Embassy of Portugal in Canada launches Movimento Perpétuo, a website about the Portuguese diaspora in Canada

To commemorate the 70th anniversaries of the establishing of Portugal-Canada diplomatic relations (1952) in 2022 and the beginning of Portuguese mass migration to Canada (May 13, 1953) in 2023, the Embassy of Portugal in Canada took the initiative of producing a traveling exhibition and a website, having hired for this purpose Gilberto Fernandes, owner of Tempo Historical Consulting. The project's sponsors are the Camões – Instituto da Cooperação e da Língua and the Labourers’ International Union of North America’s Local 183.

The website, titled Movimento Perpétuo: The Portuguese Diaspora in Canada, will be launched tomorrow, June 1st, 2023, coinciding with the beginning of Portuguese Heritage Month in Canada. It contains:

  • More than 70 profiles of Portuguese-Canadian individuals and organizations in Ontario and Quebec, representing various sectors of Canadian society, regions of origin, experiences, and intersecting identities;
  • Over 80 digitized artifacts (some in 3D) crowdsourced from community members, most of them featuring audio commentary from the participants;
  • 15 virtual tours of locations in Toronto, Guelph, Caledon, and Montreal, featuring audio commentary of points of interest provided by the participants;
  • 75 short documentaries from Rádio Televisão Portuguesa - Internacional (RTPi), National Film Board, and other sources;
  • An illustrated timeline of Portuguese-Canadian, Portuguese, and Canadian history with over 300 entries;
  • Several audio recordings from interviews with the participants;
  • An interactive business and service map of Toronto's Little Portugal in 2013 & 2018;
  • Videos made by community members, including Portuguese-Canadian students;
  • Multiple selections of digitized historical records from public archives and personal collections, including photos, newspapers, correspondence, and other documents;
  • Infographics on various statistics related to the Portuguese diaspora in Canada

Above all, this website contains informative, intelligent, funny, beautiful, moving stories and reflections shared by the participants, whose interconnected memories, common experiences and individual choices, reveal the intersecting life paths, intentional and accidental interactions, that make up the Portuguese community. Its history is heavy and rich, even if often unknown. The stories it contains deserve to be known.

The many contributions from the individuals and organizations invited to participate in this website and exhibition were essential for its making. The participants were selected from among 100 short documentaries that Gilberto Fernandes co-produced in 2015-17 for the RTPi's show Hora dos Portugueses. All of the artifacts and many of the photos, videos, and records used were sourced from these participants. Many of them participated further by being interviewed for the purpose of producing audio clips to accompany their materials on the website and the exhibition. Other historical records were selected from the archival holdings of the Clara Thomas Archives and Special Collections at York University, including the collections donated with the help of the Portuguese Canadian History Project.

Many more individuals and organizations could be added.
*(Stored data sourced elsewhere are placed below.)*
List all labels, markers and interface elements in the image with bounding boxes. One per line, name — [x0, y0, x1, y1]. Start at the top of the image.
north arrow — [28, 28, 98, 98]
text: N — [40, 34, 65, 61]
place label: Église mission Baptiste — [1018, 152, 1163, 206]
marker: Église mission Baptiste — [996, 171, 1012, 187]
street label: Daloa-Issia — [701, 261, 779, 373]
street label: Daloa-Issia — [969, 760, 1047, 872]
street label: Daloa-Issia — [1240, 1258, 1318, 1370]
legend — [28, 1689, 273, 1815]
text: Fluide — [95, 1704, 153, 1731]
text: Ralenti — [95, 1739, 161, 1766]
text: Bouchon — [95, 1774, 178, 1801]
This fact speaks to the richness of the Portuguese diaspora in Canada, which is too vast to be fully encompassed here. We hope that our sample of people, things, places, times, and stories is representative of its diversity and complexity, and invites those interested to seek and offer more. The website is the legacy piece of this project. Its creators intend for it to become a living community-sourced platform going forward, and a reference for researchers, teachers, students, artists, journalists, and anyone interested in the Portuguese diaspora in Canada and around the world.

The project manager, Gilberto Fernandes, is also the curator, lead researcher, graphic and web designer, digital content developer, and copywriter of the website and exhibition. Supporting him were the research assistants and assistant copywriters Alice Franco, Amanda Dinally, Ester-Judit Flores, Madeline Ball, Rui Pascoal. Rui Pimenta is the assistant curator for the exhibition's art section and Tanaaz Bamji the assistant graphic designer for the exhibition's displays.

The exhibition will be shown at the Toronto Metro Hall rotunda between September 11 and 22, 2023. We are grateful to the City of Toronto for offering the space. The date of exhibition's official inauguration will be announced soon.